● THE TASK: With the string "Belmont" as the filter, copy each matching line from the records.

Dataset entries:
· · · · ·

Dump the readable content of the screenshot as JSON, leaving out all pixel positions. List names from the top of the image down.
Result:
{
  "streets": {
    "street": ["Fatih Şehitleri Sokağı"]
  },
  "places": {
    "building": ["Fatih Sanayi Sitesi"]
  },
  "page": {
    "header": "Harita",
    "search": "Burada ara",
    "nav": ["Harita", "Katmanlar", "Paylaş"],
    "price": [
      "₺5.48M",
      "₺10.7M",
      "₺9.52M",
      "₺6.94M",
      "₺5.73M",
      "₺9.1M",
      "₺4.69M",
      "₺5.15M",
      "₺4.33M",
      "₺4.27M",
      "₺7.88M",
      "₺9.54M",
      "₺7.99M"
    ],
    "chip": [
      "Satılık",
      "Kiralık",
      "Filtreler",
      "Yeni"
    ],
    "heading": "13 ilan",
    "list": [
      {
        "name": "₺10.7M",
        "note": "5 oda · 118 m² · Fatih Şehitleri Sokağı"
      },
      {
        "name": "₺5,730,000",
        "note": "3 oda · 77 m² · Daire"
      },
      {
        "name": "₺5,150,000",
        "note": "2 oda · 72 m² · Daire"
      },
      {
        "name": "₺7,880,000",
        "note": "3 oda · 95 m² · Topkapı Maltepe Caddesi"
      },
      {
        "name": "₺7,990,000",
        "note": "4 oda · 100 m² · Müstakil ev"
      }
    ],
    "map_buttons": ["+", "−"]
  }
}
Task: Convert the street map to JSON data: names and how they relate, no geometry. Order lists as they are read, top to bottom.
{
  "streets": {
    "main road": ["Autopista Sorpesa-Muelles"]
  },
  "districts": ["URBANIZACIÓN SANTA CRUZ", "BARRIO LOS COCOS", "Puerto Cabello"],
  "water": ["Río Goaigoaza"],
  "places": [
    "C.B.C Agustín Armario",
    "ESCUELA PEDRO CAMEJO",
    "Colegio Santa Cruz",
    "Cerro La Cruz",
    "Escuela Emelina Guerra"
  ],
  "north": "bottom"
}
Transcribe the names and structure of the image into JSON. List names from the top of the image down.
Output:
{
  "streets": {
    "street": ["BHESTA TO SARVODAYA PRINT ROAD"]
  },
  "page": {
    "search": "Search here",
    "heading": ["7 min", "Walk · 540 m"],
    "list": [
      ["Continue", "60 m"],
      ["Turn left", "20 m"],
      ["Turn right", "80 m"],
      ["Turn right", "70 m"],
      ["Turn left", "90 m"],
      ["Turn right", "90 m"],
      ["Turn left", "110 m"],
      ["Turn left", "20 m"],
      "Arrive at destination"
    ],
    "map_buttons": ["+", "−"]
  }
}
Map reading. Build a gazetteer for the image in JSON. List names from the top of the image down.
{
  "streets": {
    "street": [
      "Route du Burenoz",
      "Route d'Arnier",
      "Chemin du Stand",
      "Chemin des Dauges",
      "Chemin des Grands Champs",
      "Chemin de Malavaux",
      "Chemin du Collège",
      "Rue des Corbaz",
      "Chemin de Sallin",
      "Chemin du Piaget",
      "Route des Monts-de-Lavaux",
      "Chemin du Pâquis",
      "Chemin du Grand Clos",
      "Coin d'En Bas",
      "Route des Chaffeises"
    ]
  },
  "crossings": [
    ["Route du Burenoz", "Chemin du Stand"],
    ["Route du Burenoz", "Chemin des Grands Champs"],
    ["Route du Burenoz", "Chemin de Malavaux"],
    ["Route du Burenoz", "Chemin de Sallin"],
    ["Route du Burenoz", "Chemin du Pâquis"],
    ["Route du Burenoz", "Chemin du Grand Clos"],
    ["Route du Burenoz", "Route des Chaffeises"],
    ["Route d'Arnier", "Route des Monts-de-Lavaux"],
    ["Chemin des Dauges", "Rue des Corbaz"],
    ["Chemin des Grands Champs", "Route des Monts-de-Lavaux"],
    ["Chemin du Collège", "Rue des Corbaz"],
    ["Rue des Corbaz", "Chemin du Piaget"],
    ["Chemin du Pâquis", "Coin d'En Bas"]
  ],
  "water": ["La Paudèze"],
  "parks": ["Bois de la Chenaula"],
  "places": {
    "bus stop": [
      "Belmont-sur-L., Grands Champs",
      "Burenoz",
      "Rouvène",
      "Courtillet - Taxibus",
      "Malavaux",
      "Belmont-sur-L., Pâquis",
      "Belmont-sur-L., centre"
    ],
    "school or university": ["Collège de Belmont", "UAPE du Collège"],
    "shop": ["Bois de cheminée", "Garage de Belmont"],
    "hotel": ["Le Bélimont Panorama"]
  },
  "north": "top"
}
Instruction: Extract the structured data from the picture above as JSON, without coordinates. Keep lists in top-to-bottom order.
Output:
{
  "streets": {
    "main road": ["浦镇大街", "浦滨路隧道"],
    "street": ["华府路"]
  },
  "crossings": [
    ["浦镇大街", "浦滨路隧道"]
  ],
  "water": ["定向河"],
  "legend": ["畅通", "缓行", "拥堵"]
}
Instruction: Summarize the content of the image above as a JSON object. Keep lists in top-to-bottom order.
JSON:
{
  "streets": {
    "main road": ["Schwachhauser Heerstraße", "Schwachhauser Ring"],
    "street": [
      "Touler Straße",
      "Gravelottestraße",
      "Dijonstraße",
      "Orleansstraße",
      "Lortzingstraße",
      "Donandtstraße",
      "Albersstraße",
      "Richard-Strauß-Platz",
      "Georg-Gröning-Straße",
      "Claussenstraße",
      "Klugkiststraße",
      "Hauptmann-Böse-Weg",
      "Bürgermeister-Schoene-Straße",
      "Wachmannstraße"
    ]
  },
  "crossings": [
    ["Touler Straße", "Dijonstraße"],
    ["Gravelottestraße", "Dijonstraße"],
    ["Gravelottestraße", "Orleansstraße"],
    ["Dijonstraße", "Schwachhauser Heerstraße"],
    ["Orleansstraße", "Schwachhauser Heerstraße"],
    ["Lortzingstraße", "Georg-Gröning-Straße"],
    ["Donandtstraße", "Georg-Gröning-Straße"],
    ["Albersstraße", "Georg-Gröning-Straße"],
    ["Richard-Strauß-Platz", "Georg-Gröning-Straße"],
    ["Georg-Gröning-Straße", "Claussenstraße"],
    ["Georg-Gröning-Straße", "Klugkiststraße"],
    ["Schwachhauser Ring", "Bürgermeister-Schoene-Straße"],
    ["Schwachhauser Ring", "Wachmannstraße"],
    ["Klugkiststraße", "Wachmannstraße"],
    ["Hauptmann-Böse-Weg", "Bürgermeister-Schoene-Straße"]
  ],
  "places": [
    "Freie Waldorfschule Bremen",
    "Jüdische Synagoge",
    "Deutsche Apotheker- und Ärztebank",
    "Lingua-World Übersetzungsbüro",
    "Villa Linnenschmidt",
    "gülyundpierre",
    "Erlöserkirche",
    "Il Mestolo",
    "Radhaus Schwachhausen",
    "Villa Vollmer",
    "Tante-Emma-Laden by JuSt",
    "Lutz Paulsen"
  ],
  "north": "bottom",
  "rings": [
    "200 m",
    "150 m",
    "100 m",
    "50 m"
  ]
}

· · · · ·

● WRITTEN ANSWER:
      "Belmont-sur-L., Grands Champs",
      "Belmont-sur-L., Pâquis",
      "Belmont-sur-L., centre"
    "school or university": ["Collège de Belmont", "UAPE du Collège"],
    "shop": ["Bois de cheminée", "Garage de Belmont"],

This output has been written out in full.